Segunda parte
Cipriano siguió contando:
Una tarde Lucero llamó a los dos
hermanos. Con los ojos entornados se reincorporó en la cama y con voz firme
pidió al mayor que le hiciera el favor de contar cuantos pasos había desde la
puerta del patio hasta el final de la medianera. Manuel miró a Pascasio con
preocupación, pero para no contrariar al padre cumplió la orden sin hacer
preguntas. Cuando volvió, se acercó a la cama y mientras se arrodillaba para
hablar, Lucero susurró:
–Treinta y tres pasos, ¿no?
Manuel asintió y repitió la
respuesta. Efectivamente había contado treinta y tres pasos. El viejo sonrió
satisfecho y se quedó dormido.
En las semanas que siguieron hubo
muchos episodios como aquél. Una noche Lucero había hecho levantar a Pascasio
para corroborar que hasta el almacén de la esquina había ciento cuarenta y dos
pasos. Una escena como esta puede resultar ridícula. Pero inmediatamente deja
de serlo cuando hay al menos una persona honesta (como Pascasio, como Manuel)

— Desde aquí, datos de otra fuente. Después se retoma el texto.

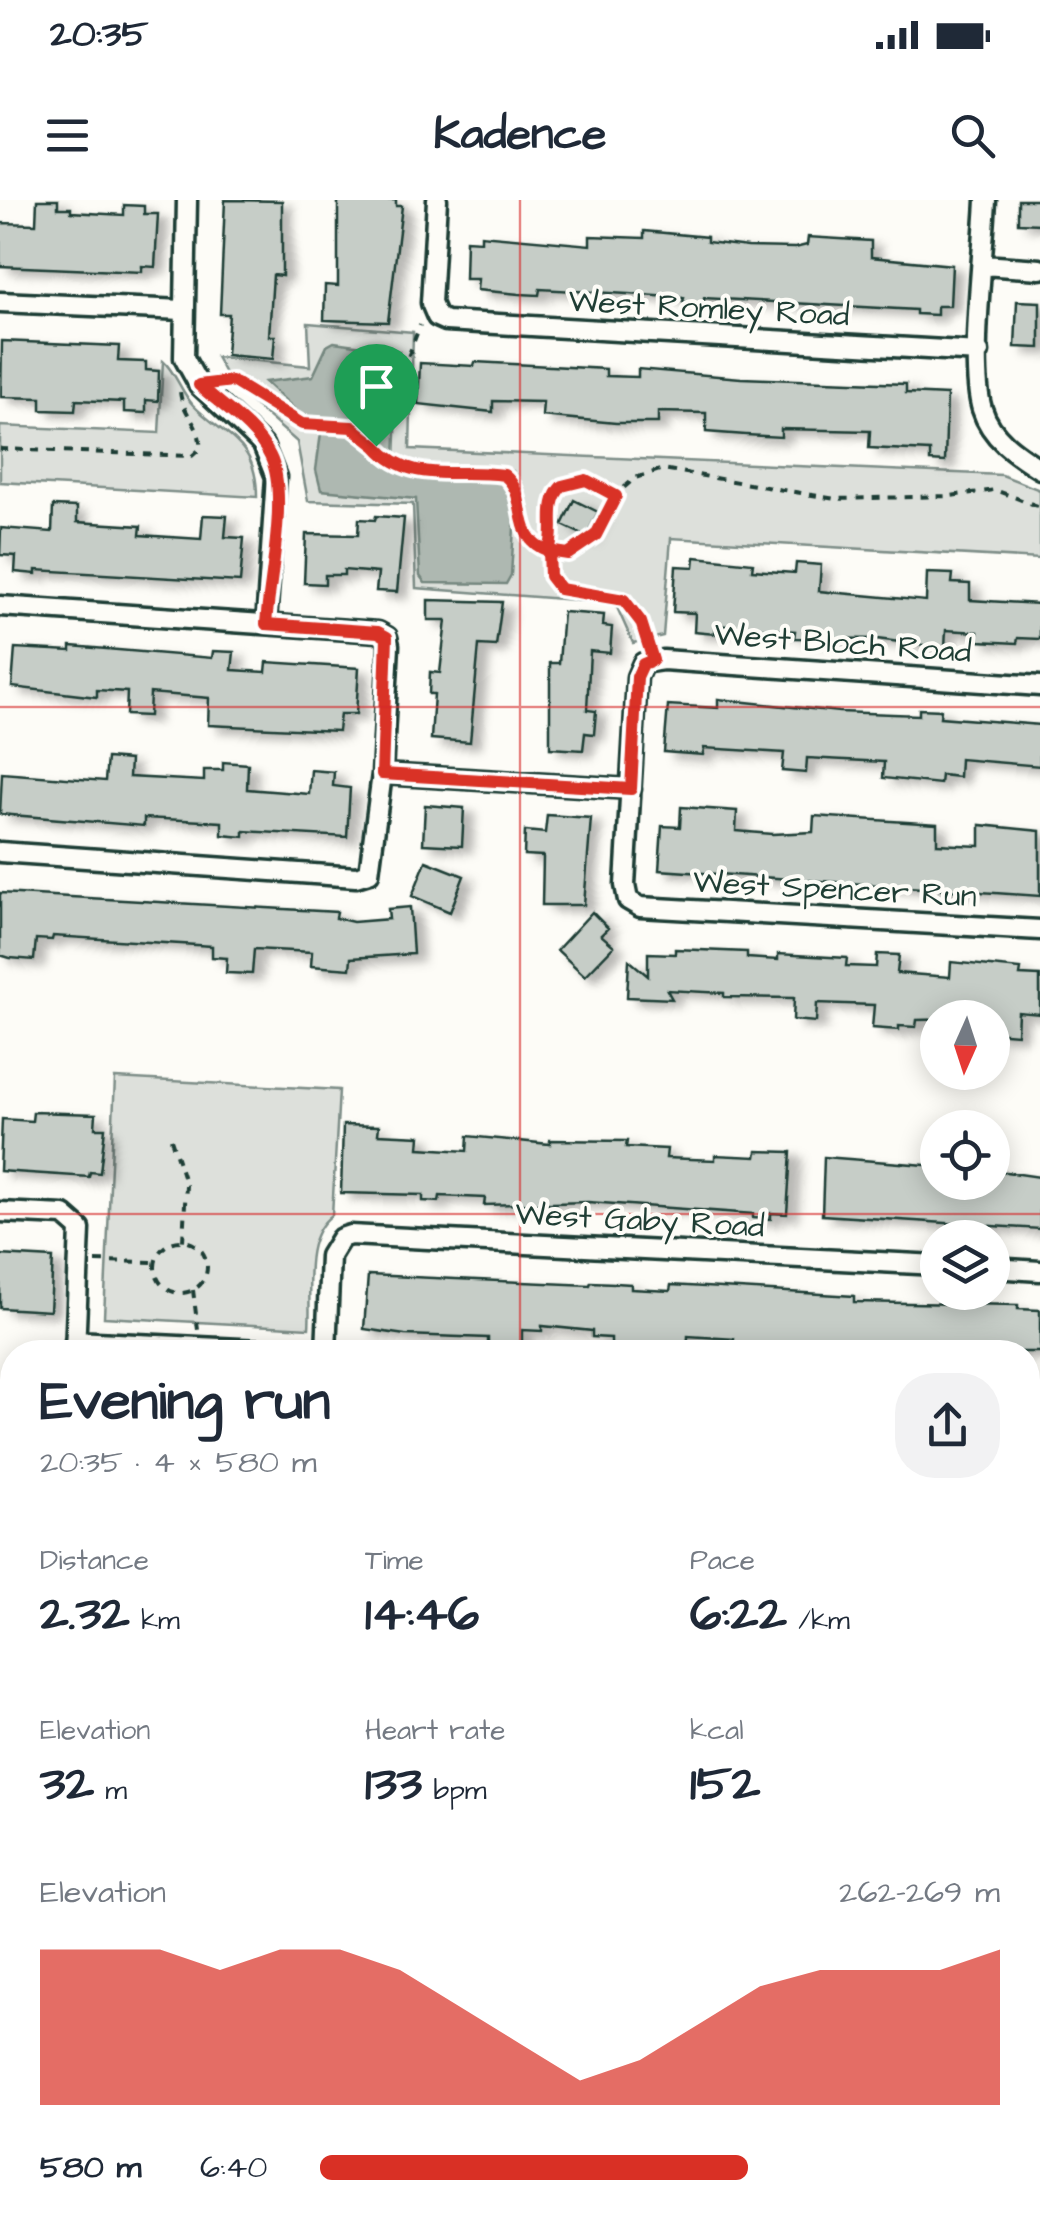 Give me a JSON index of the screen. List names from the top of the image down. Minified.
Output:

capaz de dar fe de que el viejo jamás se equivocaba. Era como si su mente,
inutilizado ya el cuerpo, hubiera adquirido la misteriosa agilidad de imaginar
y de calcular los espacios con exacta precisión. Pero el viejo no calculaba en
metros, ni en leguas, ni en millas… Lo hacía en pasos. En pasos de alambrador.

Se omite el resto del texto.